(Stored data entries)
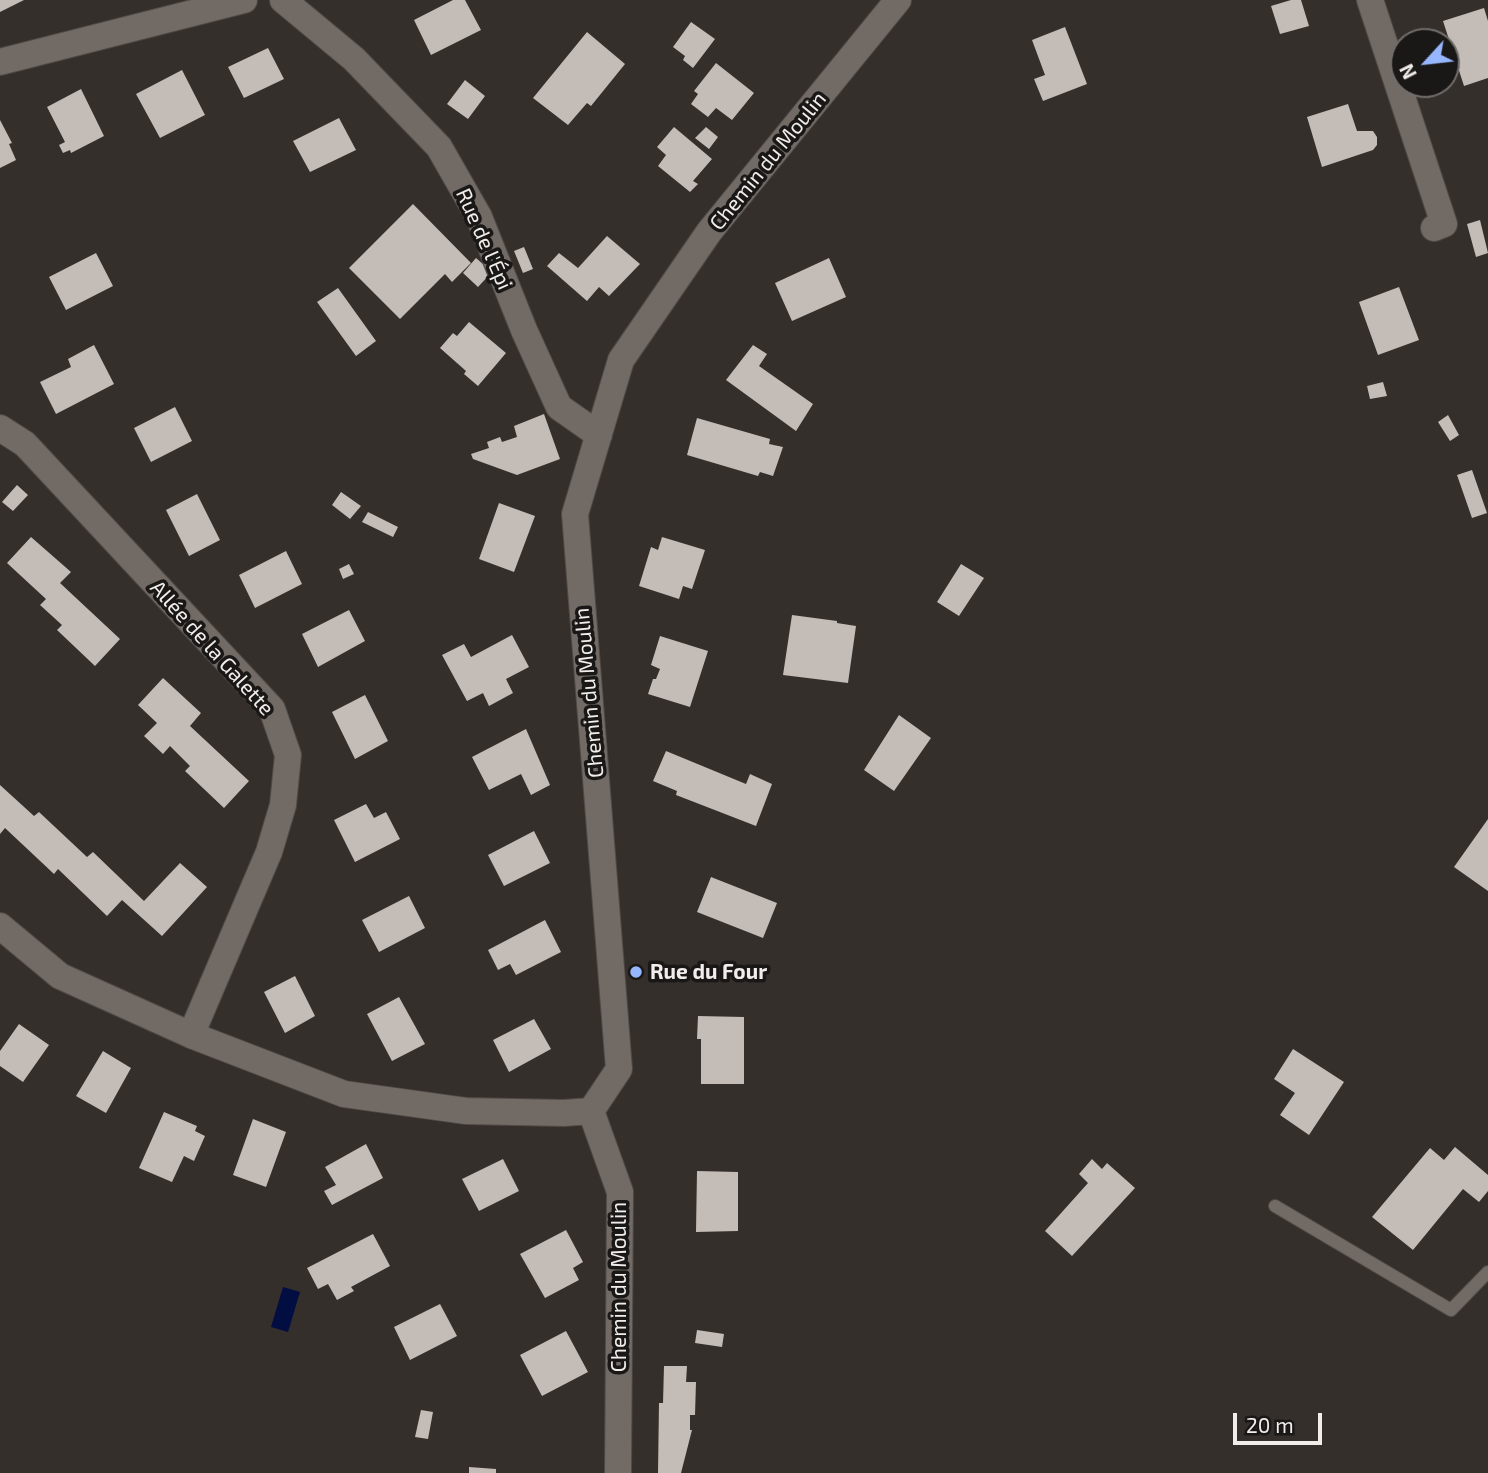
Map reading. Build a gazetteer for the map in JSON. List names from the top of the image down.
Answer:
{
  "streets": {
    "street": ["Chemin du Moulin", "Rue de l'Épi", "Allée de la Galette"]
  },
  "crossings": [
    ["Chemin du Moulin", "Rue de l'Épi"]
  ],
  "places": ["Rue du Four"],
  "scale_bar": "20 m",
  "north": "bottom left"
}
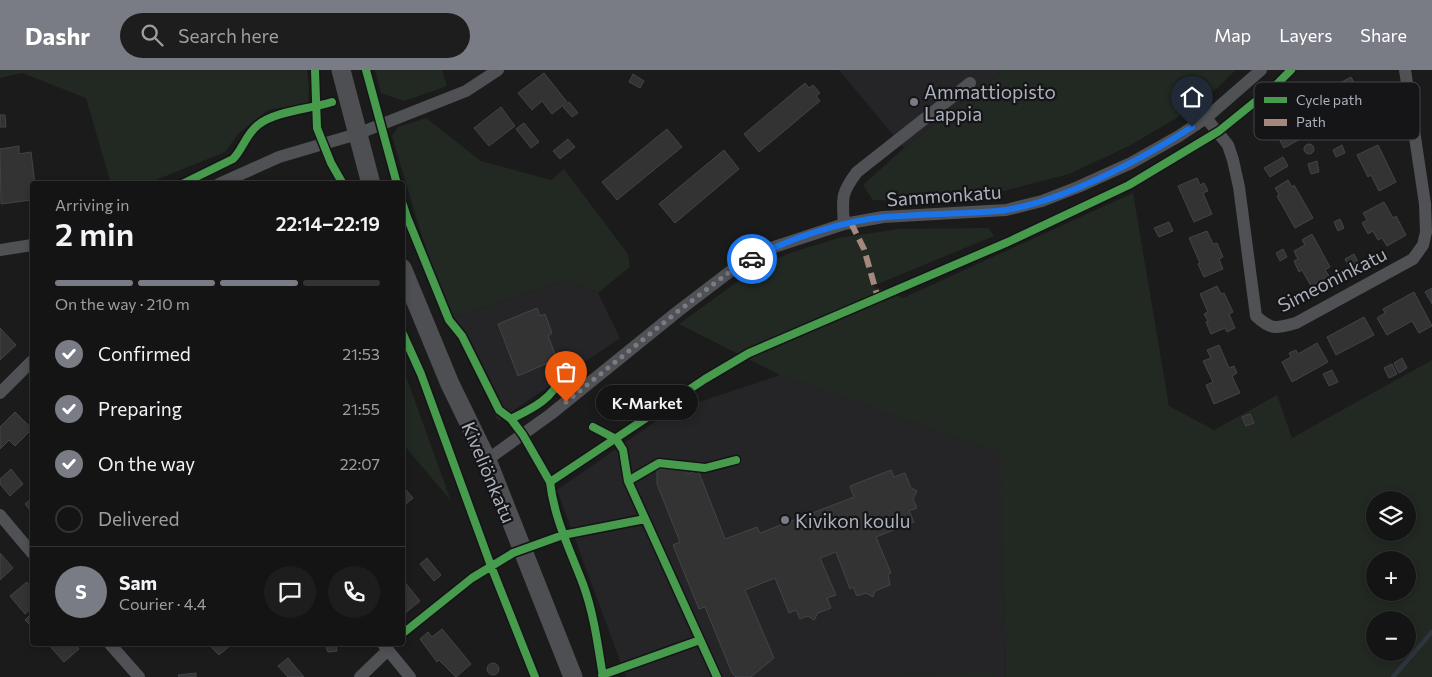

Directions.
Every last line above must be reproduced as written, and no pictures belong in the copy.

Exercise output.
Map reading. Build a gazetteer for the map in JSON. List names from the top of the image down.
Answer:
{
  "streets": {
    "street": ["Chemin du Moulin", "Rue de l'Épi", "Allée de la Galette"]
  },
  "crossings": [
    ["Chemin du Moulin", "Rue de l'Épi"]
  ],
  "places": ["Rue du Four"],
  "scale_bar": "20 m",
  "north": "bottom left"
}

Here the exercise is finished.